PALO ALTO, Calif., May 02, 2019 (GLOBE NEWSWIRE) — Tesla, Inc. today announced offerings of $650 million of common stock and $1,350 million aggregate principal amount of convertible senior notes due in 2024 in concurrent underwritten registered public offerings. In addition, Tesla has granted the underwriters a 30-day option to purchase up to an additional 15% of each offering. Elon Musk, Tesla’s CEO, will participate by purchasing $10 million of common stock.

The aggregate gross proceeds of the offerings, assuming full exercise by the underwriters of their option to purchase additional securities, would be approximately $2.3 billion before discounts and expenses. Tesla intends to use the net proceeds from the offerings to further strengthen its balance sheet, as well as for general corporate purposes.

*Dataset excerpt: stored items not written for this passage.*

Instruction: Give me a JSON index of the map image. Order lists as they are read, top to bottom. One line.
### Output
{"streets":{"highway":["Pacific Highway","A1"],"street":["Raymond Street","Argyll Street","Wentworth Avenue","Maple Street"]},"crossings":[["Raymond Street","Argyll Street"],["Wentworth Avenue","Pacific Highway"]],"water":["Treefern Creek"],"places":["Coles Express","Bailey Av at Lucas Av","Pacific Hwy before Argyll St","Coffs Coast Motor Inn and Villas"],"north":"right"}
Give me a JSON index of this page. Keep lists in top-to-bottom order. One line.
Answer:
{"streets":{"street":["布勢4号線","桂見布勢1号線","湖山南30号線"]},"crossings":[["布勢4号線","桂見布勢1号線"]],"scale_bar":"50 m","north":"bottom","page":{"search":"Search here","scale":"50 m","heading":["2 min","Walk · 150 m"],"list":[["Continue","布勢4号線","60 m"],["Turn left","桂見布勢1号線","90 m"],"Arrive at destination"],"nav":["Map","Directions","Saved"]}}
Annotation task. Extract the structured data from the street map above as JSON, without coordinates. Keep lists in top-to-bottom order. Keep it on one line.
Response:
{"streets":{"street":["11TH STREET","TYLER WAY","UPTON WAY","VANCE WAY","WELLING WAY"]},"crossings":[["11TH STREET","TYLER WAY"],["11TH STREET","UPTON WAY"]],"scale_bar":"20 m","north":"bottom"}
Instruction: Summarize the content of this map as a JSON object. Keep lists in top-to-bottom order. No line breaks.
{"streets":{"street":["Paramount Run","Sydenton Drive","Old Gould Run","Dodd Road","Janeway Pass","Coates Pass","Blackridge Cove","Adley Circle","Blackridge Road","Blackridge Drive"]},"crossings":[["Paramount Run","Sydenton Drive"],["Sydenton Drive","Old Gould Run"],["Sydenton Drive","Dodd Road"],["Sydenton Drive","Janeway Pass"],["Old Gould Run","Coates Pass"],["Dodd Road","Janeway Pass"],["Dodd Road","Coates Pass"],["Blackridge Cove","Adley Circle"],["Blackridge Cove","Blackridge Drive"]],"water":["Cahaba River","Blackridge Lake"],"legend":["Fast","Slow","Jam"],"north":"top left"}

The notes in this offering will be convertible into cash and/or shares of Tesla’s common stock at Tesla’s election. The interest rate, conversion price and other terms of the notes are to be determined. With respect to the notes, Tesla intends to enter into convertible note hedge transactions and warrant transactions to limit dilution of its common stock. In connection with establishing their initial hedge of the convertible note hedge and warrant transactions, the hedge counterparties or their affiliates expect to enter into various derivative transactions with respect to Tesla’s common stock concurrently with or shortly after the pricing of the notes, including with certain investors in the notes.

Goldman Sachs & Co. LLC and Citigroup are acting as lead joint book-running managers for the offering, with BofA Merrill Lynch, Deutsche Bank Securities, Morgan Stanley and Credit Suisse acting as additional book-running managers, and Societe Generale and Wells Fargo Securities acting as co-managers.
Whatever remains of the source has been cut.